Bremoaning and tippexing mice

It would be hard to avoid mentioning Brexit and its implications for us. Not a day has gone by without some nasty racist act being reported from the UK, probably subject to the usual bias of the British tabloids but nevertheless unpleasant. Although we have several friends scattered around the UK, still, politically and otherwise socially, a return for us to the UK is unpalatable. We have looked at options open to us; French nationality (we need another two and a half years for naturalisation), Irish nationality (apparently having a parent born on the island of Ireland, not necessarily Eire, qualifies me for an Irish passport)  – fine for being able to work here but not effective for any benefits for health and pension. The key for us will be what gets negotiated in terms of membership of the European Economic Area. It seems that non-EU countries such as Norway and Switzerland maintain mobility of labour and reciprocal pension and health agreements which are our three main issues.

Anyhoo, all this gets discussed whenever two or more expats are together, most of whom voted to remain (Bremainers) and are now Bremoaners. But the only real answer is “wait and see” – to the point if irritation. It’s not as if we can put everything on hold; Delia’s clients will be wary of spending when there is such uncertainty. And who will want a web site when they might have to go back to the UK within a couple of years? Anyway I have been raising my web profile by attempting a business blog (patbell.co.uk/blog), and am now in the process of updating mine and Delia’s websites too. My advert will become more encouraging to those who are “keeping calm and carrying on”.
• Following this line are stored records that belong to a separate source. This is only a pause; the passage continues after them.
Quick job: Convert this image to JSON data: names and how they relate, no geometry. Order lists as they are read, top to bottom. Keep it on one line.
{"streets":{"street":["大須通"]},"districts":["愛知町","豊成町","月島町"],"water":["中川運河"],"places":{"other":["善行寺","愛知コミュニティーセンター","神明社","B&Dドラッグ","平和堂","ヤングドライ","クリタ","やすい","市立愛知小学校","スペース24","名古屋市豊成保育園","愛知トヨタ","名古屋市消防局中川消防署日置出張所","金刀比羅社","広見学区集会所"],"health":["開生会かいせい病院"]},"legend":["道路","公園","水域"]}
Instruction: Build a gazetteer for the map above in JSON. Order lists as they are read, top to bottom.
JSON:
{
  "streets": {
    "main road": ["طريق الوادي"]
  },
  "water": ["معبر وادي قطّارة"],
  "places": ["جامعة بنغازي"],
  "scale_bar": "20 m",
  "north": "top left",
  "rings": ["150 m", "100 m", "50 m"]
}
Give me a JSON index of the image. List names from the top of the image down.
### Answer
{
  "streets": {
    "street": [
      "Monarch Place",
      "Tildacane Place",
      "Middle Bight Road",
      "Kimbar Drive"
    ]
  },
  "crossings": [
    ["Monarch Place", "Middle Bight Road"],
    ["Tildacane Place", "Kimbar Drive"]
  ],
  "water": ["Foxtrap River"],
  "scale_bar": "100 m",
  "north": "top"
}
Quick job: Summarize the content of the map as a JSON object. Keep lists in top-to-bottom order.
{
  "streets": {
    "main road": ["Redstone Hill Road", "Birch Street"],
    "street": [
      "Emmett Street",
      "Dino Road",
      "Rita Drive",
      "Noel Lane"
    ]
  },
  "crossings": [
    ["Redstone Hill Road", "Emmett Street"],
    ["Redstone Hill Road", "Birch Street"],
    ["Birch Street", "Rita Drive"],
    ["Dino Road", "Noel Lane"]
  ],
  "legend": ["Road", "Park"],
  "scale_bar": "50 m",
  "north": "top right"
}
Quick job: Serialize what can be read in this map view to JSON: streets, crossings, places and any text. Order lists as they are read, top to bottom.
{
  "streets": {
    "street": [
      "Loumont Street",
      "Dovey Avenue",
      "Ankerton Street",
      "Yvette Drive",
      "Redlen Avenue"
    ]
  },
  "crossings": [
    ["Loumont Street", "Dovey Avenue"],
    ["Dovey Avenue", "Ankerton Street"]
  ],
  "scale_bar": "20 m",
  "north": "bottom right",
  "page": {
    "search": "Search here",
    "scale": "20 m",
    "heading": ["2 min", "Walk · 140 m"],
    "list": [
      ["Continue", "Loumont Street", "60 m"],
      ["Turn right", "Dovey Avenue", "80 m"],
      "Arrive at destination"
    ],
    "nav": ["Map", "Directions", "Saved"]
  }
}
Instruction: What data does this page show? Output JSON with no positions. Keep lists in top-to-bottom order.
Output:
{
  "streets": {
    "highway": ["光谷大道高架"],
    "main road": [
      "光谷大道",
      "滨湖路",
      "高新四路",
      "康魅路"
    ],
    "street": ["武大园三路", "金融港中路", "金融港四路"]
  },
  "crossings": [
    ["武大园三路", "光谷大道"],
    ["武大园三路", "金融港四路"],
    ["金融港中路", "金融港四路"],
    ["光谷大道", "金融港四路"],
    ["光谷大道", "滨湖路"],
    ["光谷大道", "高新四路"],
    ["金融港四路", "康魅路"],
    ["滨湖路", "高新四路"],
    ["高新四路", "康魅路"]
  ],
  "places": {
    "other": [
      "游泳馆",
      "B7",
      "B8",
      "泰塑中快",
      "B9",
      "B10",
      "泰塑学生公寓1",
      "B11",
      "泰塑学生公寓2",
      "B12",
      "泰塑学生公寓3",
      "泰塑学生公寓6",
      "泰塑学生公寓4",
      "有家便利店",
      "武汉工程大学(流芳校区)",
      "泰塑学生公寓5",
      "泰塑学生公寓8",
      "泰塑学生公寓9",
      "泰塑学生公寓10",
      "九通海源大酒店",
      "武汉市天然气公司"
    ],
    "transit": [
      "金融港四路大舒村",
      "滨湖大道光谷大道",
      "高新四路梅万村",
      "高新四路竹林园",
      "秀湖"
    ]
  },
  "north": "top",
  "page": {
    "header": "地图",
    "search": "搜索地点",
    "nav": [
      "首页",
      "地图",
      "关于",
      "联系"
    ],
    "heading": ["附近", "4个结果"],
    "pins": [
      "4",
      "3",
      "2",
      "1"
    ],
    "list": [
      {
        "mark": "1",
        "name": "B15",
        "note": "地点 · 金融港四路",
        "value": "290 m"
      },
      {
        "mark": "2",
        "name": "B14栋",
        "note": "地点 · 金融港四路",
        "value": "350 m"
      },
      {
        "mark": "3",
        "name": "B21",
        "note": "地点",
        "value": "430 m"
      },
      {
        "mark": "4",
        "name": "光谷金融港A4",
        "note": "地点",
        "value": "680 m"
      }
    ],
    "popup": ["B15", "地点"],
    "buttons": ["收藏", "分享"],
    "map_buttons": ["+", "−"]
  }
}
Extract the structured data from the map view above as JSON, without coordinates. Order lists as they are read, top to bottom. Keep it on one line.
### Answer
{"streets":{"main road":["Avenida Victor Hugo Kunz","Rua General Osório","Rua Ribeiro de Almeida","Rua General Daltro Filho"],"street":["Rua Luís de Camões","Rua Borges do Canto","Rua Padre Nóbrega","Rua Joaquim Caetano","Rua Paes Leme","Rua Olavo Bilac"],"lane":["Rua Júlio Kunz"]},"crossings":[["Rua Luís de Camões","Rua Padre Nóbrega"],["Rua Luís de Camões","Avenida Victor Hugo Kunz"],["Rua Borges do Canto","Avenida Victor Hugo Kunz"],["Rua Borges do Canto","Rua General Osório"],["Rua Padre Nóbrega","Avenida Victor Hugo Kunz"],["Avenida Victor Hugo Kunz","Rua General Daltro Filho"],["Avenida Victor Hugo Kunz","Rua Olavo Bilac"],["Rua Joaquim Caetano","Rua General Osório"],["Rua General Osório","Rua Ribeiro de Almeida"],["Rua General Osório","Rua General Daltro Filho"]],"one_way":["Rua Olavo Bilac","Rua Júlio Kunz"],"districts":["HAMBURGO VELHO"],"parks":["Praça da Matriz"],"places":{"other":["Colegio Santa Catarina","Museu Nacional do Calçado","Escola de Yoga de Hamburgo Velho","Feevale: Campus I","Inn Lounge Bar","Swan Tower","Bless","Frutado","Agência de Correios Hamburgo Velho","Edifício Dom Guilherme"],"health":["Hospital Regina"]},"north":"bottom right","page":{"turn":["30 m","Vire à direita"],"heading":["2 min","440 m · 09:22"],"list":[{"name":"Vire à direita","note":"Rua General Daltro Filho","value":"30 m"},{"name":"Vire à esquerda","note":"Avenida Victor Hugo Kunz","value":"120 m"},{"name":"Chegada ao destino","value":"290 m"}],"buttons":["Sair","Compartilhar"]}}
For the past few months we have been battling with sitting tenants – mice. Wallace the cat keeps the living areas clear (mostly passively, the only mice I have seen him catch were outside). But our loft and cave (basement) remain problem areas. We use humane traps which means I can’t just wait for the smell of rotting mouse but have to proactively check for captives. In the loft we can usually hear the mice scurrying around and sometimes the snap of the mouse trap door shutting followed by frantic rattling about. All this usually just as we are about to go to sleep. So our neighbours, should they be looking, would be treated to the vision of a be-slippered and dressing gowned Patrick sneaking out into the darkness to dispose of the captive mouse.  If I have the luxury of being able to do the job during the day I would take it out on my morning dog walk and release it in the woods. At night however, not wanting to trek too far in my slippers, I had taken to chucking the mice over the high wall opposite. Usually we worked our way through the family of mice with the adults usually last and then have a hiatus of a week or so before the next lodgers moved in. I began to suspect that I was seeing the same mice so, of course, I started tippexing their tails (yes I need to get out more) and true enough one or two returned. So now it’s a further trek to the nearest field (50m or so) for the night-time releases at least. This is far enough to be out away from any street lights and I dread the time when I might be met by a neighbour as I emerge from the pitch black, apparently from nowhere in my dressing gown and slippers.  Early onset or what?